ABOUT THIS EXERCISE –
The expected output is every entry, copied exactly.

INPUT DATA –
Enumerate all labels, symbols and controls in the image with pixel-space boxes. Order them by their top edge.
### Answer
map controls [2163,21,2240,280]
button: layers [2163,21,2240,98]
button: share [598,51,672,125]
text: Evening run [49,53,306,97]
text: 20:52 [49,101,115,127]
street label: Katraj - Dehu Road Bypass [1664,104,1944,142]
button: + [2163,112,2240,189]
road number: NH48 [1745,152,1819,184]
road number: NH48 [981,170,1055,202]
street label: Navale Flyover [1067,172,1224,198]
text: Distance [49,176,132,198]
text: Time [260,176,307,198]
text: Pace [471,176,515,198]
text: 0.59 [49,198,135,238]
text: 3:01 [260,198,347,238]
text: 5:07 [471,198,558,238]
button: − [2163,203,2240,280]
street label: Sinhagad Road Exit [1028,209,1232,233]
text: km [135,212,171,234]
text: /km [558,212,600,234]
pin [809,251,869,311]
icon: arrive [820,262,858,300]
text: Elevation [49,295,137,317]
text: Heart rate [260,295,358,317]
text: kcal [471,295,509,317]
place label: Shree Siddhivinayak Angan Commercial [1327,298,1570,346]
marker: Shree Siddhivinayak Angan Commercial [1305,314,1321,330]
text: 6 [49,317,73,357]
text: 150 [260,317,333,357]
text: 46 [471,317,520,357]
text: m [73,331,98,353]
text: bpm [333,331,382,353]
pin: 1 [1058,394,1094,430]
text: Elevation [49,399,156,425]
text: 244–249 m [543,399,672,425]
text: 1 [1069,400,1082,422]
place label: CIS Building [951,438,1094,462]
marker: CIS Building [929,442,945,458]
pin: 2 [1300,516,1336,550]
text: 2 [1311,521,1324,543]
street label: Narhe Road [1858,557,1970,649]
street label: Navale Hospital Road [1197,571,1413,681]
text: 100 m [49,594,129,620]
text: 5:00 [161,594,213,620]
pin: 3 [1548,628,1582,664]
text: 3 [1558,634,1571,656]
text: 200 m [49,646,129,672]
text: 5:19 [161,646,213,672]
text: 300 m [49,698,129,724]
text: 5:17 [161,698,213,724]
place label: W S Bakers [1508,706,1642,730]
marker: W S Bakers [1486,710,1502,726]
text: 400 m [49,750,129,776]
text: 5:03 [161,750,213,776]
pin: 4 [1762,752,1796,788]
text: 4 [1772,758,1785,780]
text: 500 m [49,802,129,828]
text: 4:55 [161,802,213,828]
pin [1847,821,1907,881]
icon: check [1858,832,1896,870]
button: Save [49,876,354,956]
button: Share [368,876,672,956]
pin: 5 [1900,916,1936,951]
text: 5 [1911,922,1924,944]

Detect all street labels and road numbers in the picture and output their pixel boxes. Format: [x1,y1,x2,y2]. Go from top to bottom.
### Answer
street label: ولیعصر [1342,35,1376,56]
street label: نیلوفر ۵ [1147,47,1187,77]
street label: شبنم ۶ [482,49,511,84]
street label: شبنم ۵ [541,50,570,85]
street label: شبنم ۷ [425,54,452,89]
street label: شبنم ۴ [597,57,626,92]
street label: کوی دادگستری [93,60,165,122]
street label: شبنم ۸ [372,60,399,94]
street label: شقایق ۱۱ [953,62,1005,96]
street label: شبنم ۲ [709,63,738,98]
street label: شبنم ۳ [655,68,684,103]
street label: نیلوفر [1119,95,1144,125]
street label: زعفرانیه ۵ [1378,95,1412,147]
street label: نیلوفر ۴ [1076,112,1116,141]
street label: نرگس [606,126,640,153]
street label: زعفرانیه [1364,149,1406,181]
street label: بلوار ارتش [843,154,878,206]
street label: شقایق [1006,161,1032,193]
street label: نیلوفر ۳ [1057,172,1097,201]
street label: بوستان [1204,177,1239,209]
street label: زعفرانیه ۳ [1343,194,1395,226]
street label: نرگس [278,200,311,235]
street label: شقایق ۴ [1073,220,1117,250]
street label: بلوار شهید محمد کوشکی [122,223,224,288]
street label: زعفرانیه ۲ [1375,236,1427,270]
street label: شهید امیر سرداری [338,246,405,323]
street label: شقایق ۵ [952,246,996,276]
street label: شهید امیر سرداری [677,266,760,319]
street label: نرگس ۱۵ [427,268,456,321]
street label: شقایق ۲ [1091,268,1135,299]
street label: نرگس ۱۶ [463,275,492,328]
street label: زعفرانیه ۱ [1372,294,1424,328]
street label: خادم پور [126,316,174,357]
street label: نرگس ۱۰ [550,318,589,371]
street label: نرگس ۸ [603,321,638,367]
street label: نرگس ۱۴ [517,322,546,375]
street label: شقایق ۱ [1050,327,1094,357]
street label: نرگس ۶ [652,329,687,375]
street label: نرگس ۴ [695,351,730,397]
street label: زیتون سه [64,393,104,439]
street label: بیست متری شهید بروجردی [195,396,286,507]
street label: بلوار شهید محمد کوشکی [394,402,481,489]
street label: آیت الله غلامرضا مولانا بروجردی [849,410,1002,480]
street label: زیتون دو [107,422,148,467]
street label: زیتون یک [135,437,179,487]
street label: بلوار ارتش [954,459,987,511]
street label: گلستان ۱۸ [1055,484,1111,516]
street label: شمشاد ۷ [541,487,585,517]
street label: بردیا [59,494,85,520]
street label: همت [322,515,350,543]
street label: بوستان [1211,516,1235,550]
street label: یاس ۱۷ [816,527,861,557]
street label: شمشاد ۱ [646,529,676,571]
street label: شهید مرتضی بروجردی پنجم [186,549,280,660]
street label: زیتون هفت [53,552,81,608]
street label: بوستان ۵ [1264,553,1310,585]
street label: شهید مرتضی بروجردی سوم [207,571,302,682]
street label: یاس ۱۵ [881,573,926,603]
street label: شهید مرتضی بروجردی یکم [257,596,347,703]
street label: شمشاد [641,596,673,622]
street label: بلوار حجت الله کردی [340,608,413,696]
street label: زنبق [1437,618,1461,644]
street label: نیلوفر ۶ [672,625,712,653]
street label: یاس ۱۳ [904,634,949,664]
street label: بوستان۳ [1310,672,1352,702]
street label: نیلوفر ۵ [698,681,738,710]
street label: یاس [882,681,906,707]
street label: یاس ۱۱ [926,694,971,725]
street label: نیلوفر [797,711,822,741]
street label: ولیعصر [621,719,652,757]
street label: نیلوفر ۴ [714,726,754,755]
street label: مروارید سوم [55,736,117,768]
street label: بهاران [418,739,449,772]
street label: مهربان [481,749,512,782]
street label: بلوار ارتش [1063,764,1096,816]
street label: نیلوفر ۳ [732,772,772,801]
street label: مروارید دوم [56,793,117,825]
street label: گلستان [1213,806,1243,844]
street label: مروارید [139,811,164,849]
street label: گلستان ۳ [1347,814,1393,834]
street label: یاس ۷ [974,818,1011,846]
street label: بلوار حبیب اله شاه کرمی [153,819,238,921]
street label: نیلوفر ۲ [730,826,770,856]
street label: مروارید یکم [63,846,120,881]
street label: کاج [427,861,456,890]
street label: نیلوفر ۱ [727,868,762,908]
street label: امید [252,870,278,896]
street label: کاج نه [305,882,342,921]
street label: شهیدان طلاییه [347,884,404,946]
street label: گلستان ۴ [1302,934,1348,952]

YOUR RESPONSE –
Enumerate all labels, symbols and controls in the image with pixel-space boxes. Order them by their top edge.
### Answer
map controls [2163,21,2240,280]
button: layers [2163,21,2240,98]
button: share [598,51,672,125]
text: Evening run [49,53,306,97]
text: 20:52 [49,101,115,127]
street label: Katraj - Dehu Road Bypass [1664,104,1944,142]
button: + [2163,112,2240,189]
road number: NH48 [1745,152,1819,184]
road number: NH48 [981,170,1055,202]
street label: Navale Flyover [1067,172,1224,198]
text: Distance [49,176,132,198]
text: Time [260,176,307,198]
text: Pace [471,176,515,198]
text: 0.59 [49,198,135,238]
text: 3:01 [260,198,347,238]
text: 5:07 [471,198,558,238]
button: − [2163,203,2240,280]
street label: Sinhagad Road Exit [1028,209,1232,233]
text: km [135,212,171,234]
text: /km [558,212,600,234]
pin [809,251,869,311]
icon: arrive [820,262,858,300]
text: Elevation [49,295,137,317]
text: Heart rate [260,295,358,317]
text: kcal [471,295,509,317]
place label: Shree Siddhivinayak Angan Commercial [1327,298,1570,346]
marker: Shree Siddhivinayak Angan Commercial [1305,314,1321,330]
text: 6 [49,317,73,357]
text: 150 [260,317,333,357]
text: 46 [471,317,520,357]
text: m [73,331,98,353]
text: bpm [333,331,382,353]
pin: 1 [1058,394,1094,430]
text: Elevation [49,399,156,425]
text: 244–249 m [543,399,672,425]
text: 1 [1069,400,1082,422]
place label: CIS Building [951,438,1094,462]
marker: CIS Building [929,442,945,458]
pin: 2 [1300,516,1336,550]
text: 2 [1311,521,1324,543]
street label: Narhe Road [1858,557,1970,649]
street label: Navale Hospital Road [1197,571,1413,681]
text: 100 m [49,594,129,620]
text: 5:00 [161,594,213,620]
pin: 3 [1548,628,1582,664]
text: 3 [1558,634,1571,656]
text: 200 m [49,646,129,672]
text: 5:19 [161,646,213,672]
text: 300 m [49,698,129,724]
text: 5:17 [161,698,213,724]
place label: W S Bakers [1508,706,1642,730]
marker: W S Bakers [1486,710,1502,726]
text: 400 m [49,750,129,776]
text: 5:03 [161,750,213,776]
pin: 4 [1762,752,1796,788]
text: 4 [1772,758,1785,780]
text: 500 m [49,802,129,828]
text: 4:55 [161,802,213,828]
pin [1847,821,1907,881]
icon: check [1858,832,1896,870]
button: Save [49,876,354,956]
button: Share [368,876,672,956]
pin: 5 [1900,916,1936,951]
text: 5 [1911,922,1924,944]

Detect all street labels and road numbers in the picture and output their pixel boxes. Format: [x1,y1,x2,y2]. Go from top to bottom.
### Answer
street label: ولیعصر [1342,35,1376,56]
street label: نیلوفر ۵ [1147,47,1187,77]
street label: شبنم ۶ [482,49,511,84]
street label: شبنم ۵ [541,50,570,85]
street label: شبنم ۷ [425,54,452,89]
street label: شبنم ۴ [597,57,626,92]
street label: کوی دادگستری [93,60,165,122]
street label: شبنم ۸ [372,60,399,94]
street label: شقایق ۱۱ [953,62,1005,96]
street label: شبنم ۲ [709,63,738,98]
street label: شبنم ۳ [655,68,684,103]
street label: نیلوفر [1119,95,1144,125]
street label: زعفرانیه ۵ [1378,95,1412,147]
street label: نیلوفر ۴ [1076,112,1116,141]
street label: نرگس [606,126,640,153]
street label: زعفرانیه [1364,149,1406,181]
street label: بلوار ارتش [843,154,878,206]
street label: شقایق [1006,161,1032,193]
street label: نیلوفر ۳ [1057,172,1097,201]
street label: بوستان [1204,177,1239,209]
street label: زعفرانیه ۳ [1343,194,1395,226]
street label: نرگس [278,200,311,235]
street label: شقایق ۴ [1073,220,1117,250]
street label: بلوار شهید محمد کوشکی [122,223,224,288]
street label: زعفرانیه ۲ [1375,236,1427,270]
street label: شهید امیر سرداری [338,246,405,323]
street label: شقایق ۵ [952,246,996,276]
street label: شهید امیر سرداری [677,266,760,319]
street label: نرگس ۱۵ [427,268,456,321]
street label: شقایق ۲ [1091,268,1135,299]
street label: نرگس ۱۶ [463,275,492,328]
street label: زعفرانیه ۱ [1372,294,1424,328]
street label: خادم پور [126,316,174,357]
street label: نرگس ۱۰ [550,318,589,371]
street label: نرگس ۸ [603,321,638,367]
street label: نرگس ۱۴ [517,322,546,375]
street label: شقایق ۱ [1050,327,1094,357]
street label: نرگس ۶ [652,329,687,375]
street label: نرگس ۴ [695,351,730,397]
street label: زیتون سه [64,393,104,439]
street label: بیست متری شهید بروجردی [195,396,286,507]
street label: بلوار شهید محمد کوشکی [394,402,481,489]
street label: آیت الله غلامرضا مولانا بروجردی [849,410,1002,480]
street label: زیتون دو [107,422,148,467]
street label: زیتون یک [135,437,179,487]
street label: بلوار ارتش [954,459,987,511]
street label: گلستان ۱۸ [1055,484,1111,516]
street label: شمشاد ۷ [541,487,585,517]
street label: بردیا [59,494,85,520]
street label: همت [322,515,350,543]
street label: بوستان [1211,516,1235,550]
street label: یاس ۱۷ [816,527,861,557]
street label: شمشاد ۱ [646,529,676,571]
street label: شهید مرتضی بروجردی پنجم [186,549,280,660]
street label: زیتون هفت [53,552,81,608]
street label: بوستان ۵ [1264,553,1310,585]
street label: شهید مرتضی بروجردی سوم [207,571,302,682]
street label: یاس ۱۵ [881,573,926,603]
street label: شهید مرتضی بروجردی یکم [257,596,347,703]
street label: شمشاد [641,596,673,622]
street label: بلوار حجت الله کردی [340,608,413,696]
street label: زنبق [1437,618,1461,644]
street label: نیلوفر ۶ [672,625,712,653]
street label: یاس ۱۳ [904,634,949,664]
street label: بوستان۳ [1310,672,1352,702]
street label: نیلوفر ۵ [698,681,738,710]
street label: یاس [882,681,906,707]
street label: یاس ۱۱ [926,694,971,725]
street label: نیلوفر [797,711,822,741]
street label: ولیعصر [621,719,652,757]
street label: نیلوفر ۴ [714,726,754,755]
street label: مروارید سوم [55,736,117,768]
street label: بهاران [418,739,449,772]
street label: مهربان [481,749,512,782]
street label: بلوار ارتش [1063,764,1096,816]
street label: نیلوفر ۳ [732,772,772,801]
street label: مروارید دوم [56,793,117,825]
street label: گلستان [1213,806,1243,844]
street label: مروارید [139,811,164,849]
street label: گلستان ۳ [1347,814,1393,834]
street label: یاس ۷ [974,818,1011,846]
street label: بلوار حبیب اله شاه کرمی [153,819,238,921]
street label: نیلوفر ۲ [730,826,770,856]
street label: مروارید یکم [63,846,120,881]
street label: کاج [427,861,456,890]
street label: نیلوفر ۱ [727,868,762,908]
street label: امید [252,870,278,896]
street label: کاج نه [305,882,342,921]
street label: شهیدان طلاییه [347,884,404,946]
street label: گلستان ۴ [1302,934,1348,952]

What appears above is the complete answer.